[[ Material for this task open ]]

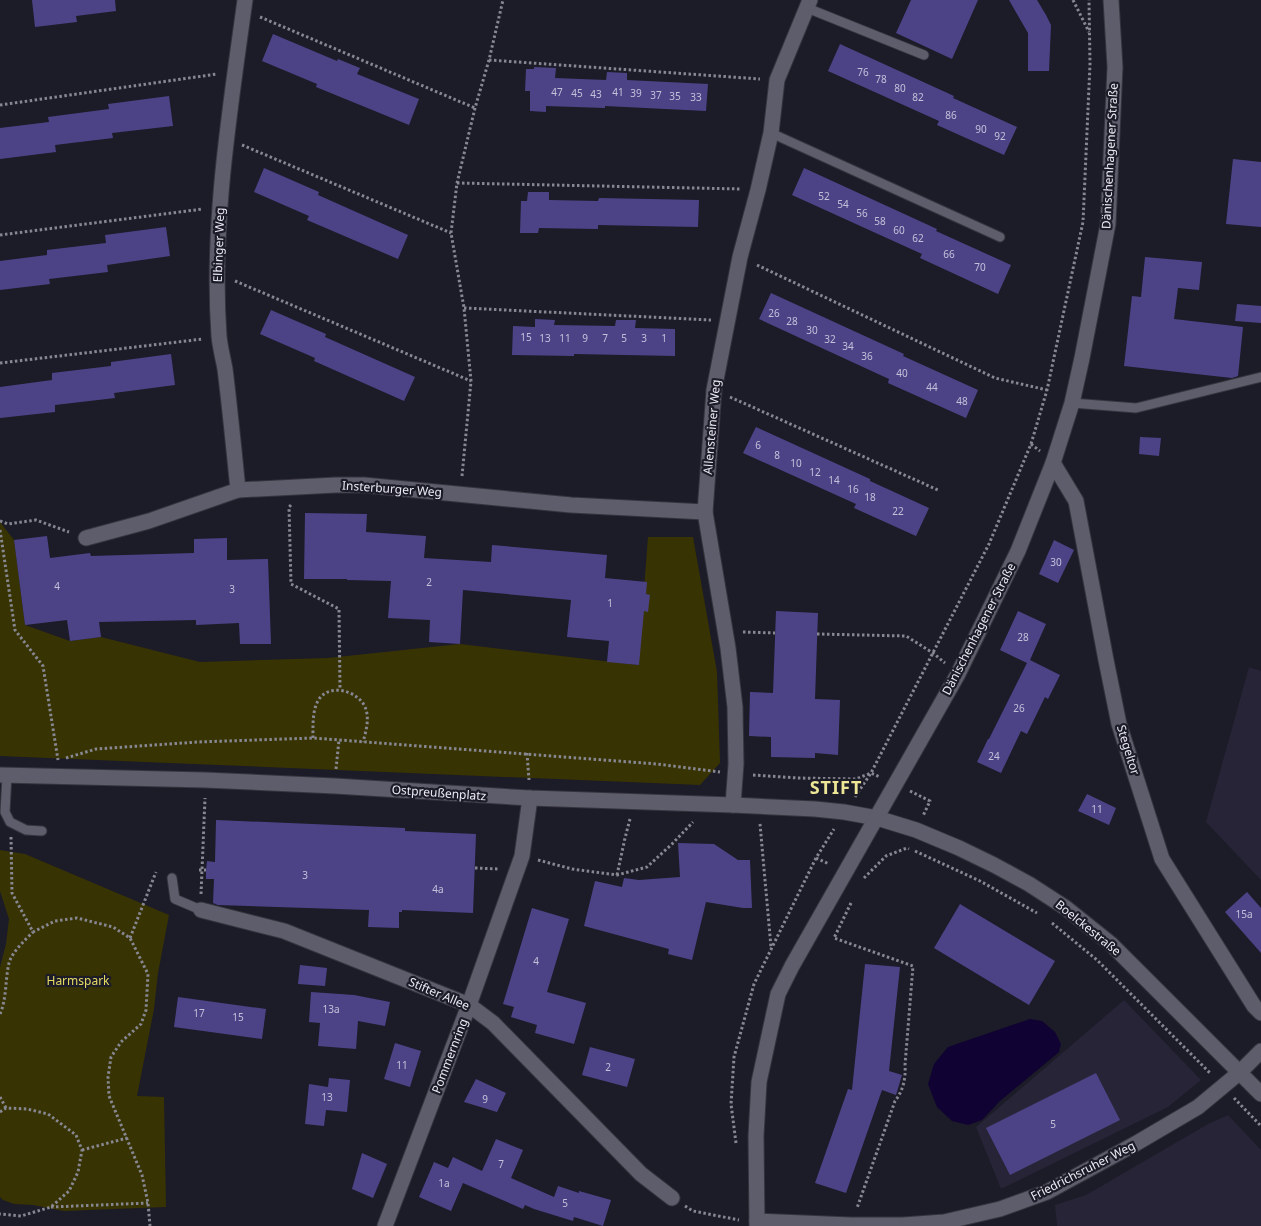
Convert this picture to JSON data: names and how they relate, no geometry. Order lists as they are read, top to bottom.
{
  "streets": {
    "street": [
      "Dänischenhagener Straße",
      "Elbinger Weg",
      "Allensteiner Weg",
      "Insterburger Weg",
      "Stegeltor",
      "Ostpreußenplatz",
      "Boelckestraße",
      "Stifter Allee",
      "Pommernring",
      "Friedrichsruher Weg"
    ]
  },
  "crossings": [
    ["Dänischenhagener Straße", "Stegeltor"],
    ["Dänischenhagener Straße", "Ostpreußenplatz"],
    ["Dänischenhagener Straße", "Boelckestraße"],
    ["Dänischenhagener Straße", "Friedrichsruher Weg"],
    ["Elbinger Weg", "Insterburger Weg"],
    ["Allensteiner Weg", "Insterburger Weg"],
    ["Allensteiner Weg", "Ostpreußenplatz"],
    ["Ostpreußenplatz", "Boelckestraße"],
    ["Ostpreußenplatz", "Pommernring"],
    ["Boelckestraße", "Friedrichsruher Weg"],
    ["Stifter Allee", "Pommernring"]
  ],
  "districts": ["STIFT"],
  "parks": ["Harmspark"],
  "house_numbers": [
    "76",
    "78",
    "80",
    "47",
    "41",
    "45",
    "39",
    "43",
    "37",
    "35",
    "33",
    "82",
    "86",
    "90",
    "92",
    "52",
    "54",
    "56",
    "58",
    "60",
    "62",
    "66",
    "70",
    "26",
    "28",
    "30",
    "15",
    "13",
    "11",
    "9",
    "7",
    "5",
    "3",
    "1",
    "32",
    "34",
    "36",
    "40",
    "44",
    "48",
    "6",
    "8",
    "10",
    "12",
    "14",
    "16",
    "18",
    "22",
    "30",
    "2",
    "4",
    "3",
    "1",
    "28",
    "26",
    "24",
    "11",
    "3",
    "4a",
    "15a",
    "4",
    "13a",
    "17",
    "15",
    "11",
    "2",
    "13",
    "9",
    "5",
    "7",
    "1a",
    "5"
  ]
}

[[ Material for this task closed ]]

# Description of the task:
Looking at the data above, work out how many lines contain "Stifter" and answer with the figure only.

# Answer space:
2